Hé quoi, Messieurs, le Christianisme n’est-il donc qu’un fantôme & une chimere ? Le nom de Jesus-Christ, que nous portons, & qui lui à coûté tant de sang, est-ce un nom si vil & si méprisable, qu’il ne puisse être deshonoré par aucune action quelque folle & quelque indecente qu’elle puisse être ? Est-il possible qu’il n’y ait nulle bien-seance à garder dans un êtat, qui nous éleve jusqu’à la divinité, qui nous fait enfans de Dieu par adoption ? Un Prince n’oseroit faire le Comedien, un simple Bourgeois croit qu’il y a des divertissemens indignes de sa condition, un Religieux se rendroit infame en se divertissant comme la plus grande partie des Chrêtiens ; & un Chrêtien se persuade qu’il n’y a rien de meseant à un si grand Nom, il n’a point de honte de se divertir en Païen.

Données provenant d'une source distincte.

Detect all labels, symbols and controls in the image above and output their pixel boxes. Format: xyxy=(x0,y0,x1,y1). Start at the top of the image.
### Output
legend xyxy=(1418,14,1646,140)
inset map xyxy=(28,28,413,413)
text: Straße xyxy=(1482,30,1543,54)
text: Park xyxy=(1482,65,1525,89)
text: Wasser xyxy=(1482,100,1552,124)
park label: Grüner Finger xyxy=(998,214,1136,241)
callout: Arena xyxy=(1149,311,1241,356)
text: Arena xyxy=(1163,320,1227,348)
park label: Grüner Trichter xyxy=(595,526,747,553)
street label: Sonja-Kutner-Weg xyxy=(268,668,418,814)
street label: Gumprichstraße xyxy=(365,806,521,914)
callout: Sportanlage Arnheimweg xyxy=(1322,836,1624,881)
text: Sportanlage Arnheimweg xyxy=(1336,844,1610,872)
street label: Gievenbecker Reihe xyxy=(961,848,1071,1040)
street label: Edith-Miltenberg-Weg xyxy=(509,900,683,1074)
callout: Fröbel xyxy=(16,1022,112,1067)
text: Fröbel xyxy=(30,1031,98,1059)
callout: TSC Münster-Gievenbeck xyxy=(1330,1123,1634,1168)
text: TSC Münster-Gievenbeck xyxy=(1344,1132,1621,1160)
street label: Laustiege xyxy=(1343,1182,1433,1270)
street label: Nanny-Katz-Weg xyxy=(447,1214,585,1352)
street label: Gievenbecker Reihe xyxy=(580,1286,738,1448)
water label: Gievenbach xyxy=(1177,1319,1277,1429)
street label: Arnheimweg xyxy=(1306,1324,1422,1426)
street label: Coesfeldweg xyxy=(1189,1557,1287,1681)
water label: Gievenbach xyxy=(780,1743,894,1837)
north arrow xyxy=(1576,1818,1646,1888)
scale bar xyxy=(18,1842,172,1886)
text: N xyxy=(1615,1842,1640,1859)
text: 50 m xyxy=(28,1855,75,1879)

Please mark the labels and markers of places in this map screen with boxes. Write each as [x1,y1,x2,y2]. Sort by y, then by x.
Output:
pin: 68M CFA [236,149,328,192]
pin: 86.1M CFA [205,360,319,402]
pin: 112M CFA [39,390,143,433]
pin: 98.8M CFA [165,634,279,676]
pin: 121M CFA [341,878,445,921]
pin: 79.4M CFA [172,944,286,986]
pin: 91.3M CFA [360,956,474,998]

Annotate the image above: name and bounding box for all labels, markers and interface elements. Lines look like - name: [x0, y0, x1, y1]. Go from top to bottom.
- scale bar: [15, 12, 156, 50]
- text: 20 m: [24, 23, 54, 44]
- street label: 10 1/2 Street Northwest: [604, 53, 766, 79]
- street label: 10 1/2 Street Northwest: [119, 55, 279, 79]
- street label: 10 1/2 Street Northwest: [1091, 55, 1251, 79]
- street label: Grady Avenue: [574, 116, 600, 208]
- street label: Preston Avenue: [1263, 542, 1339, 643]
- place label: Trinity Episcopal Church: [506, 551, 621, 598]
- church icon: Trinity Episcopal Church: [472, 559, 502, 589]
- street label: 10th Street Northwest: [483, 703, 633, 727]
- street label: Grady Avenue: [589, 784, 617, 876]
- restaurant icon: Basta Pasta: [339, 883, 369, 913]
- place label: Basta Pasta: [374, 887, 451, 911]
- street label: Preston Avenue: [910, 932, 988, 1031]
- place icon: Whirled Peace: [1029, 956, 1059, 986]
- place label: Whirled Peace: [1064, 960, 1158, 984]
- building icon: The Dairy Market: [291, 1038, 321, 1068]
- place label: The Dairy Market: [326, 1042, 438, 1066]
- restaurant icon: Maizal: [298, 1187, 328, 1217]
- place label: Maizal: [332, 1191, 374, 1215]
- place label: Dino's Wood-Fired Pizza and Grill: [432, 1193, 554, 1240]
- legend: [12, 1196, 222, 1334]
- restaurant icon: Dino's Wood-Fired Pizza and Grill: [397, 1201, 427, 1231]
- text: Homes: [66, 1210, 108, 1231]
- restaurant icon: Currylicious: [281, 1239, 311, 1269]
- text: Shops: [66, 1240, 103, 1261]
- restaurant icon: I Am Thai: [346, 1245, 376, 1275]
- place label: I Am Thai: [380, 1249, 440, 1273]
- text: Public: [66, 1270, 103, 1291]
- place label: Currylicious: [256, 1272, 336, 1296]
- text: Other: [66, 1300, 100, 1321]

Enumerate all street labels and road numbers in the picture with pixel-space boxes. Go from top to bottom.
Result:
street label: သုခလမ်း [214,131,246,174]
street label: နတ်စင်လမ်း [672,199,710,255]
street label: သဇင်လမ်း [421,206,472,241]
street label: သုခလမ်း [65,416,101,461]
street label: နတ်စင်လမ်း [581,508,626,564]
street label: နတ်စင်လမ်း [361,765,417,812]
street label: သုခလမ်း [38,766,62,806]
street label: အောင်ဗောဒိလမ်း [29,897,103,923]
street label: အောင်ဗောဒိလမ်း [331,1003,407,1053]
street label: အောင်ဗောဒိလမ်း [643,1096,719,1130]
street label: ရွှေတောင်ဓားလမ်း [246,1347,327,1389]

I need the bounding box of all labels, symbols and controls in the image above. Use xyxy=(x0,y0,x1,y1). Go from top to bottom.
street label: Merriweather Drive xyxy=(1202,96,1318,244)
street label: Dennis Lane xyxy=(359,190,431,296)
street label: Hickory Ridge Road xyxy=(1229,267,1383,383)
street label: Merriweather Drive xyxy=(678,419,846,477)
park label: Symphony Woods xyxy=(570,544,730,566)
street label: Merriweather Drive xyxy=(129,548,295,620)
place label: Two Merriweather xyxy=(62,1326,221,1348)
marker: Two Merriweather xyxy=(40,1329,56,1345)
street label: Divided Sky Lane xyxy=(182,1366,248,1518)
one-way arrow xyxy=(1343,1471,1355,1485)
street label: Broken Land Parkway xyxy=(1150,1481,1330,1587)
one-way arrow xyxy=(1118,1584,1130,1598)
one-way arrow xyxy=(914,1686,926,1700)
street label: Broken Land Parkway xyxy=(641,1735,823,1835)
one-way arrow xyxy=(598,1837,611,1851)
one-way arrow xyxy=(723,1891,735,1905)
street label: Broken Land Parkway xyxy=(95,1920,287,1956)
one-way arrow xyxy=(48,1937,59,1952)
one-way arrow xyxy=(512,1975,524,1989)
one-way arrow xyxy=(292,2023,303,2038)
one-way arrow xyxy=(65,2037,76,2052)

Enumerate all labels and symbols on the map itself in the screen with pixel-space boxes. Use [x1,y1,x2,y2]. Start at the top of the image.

Quoi, mes Dames, mettre cinq ou six heures de tems a se parer & à se peindre le visage, pour aller ensuite dans une assemblée tendre des pieges à la chasteté des hommes, & servir de flambeau au demon, pour allumer par tout le feu de l’impudicité, demeurer les nuits entieres exposées au yeux & à la cajollerie des jeunes fous, & de tout ce qu’il y a de libertins dans une ville, emploïer tout ce que l’art & la nature ont de plus dangereux pour attirer leurs regars, & pour leur renverser l’esprit, deguiser vos personnes & vôtre sexe, pour n’avoir plus honte de rien, & pour ôter à la grace ce petit secours, qu’elle trouve dans la pudeur, qui vous est si naturelle. Rouler de quartier en quartier sous un habit de teatre, & avec une impudence de Comediennes, pour être vûës de tous les yeux, & pour voir dans un jour tous les visages d’une ville. Joindre aux excez de luxe & de galanterie des excez de bouche & d’intemperance, ne se pas contenter des discours, qui nourcissent le prochain, se relâcher jusqu’à dire des paroles, qui le scandalisent ; En un mot ajoûter aux vices des femmes tous les vices & tous les desordres des hommes, en verité sont-ce là des divertissemens de Chrêtiennes ?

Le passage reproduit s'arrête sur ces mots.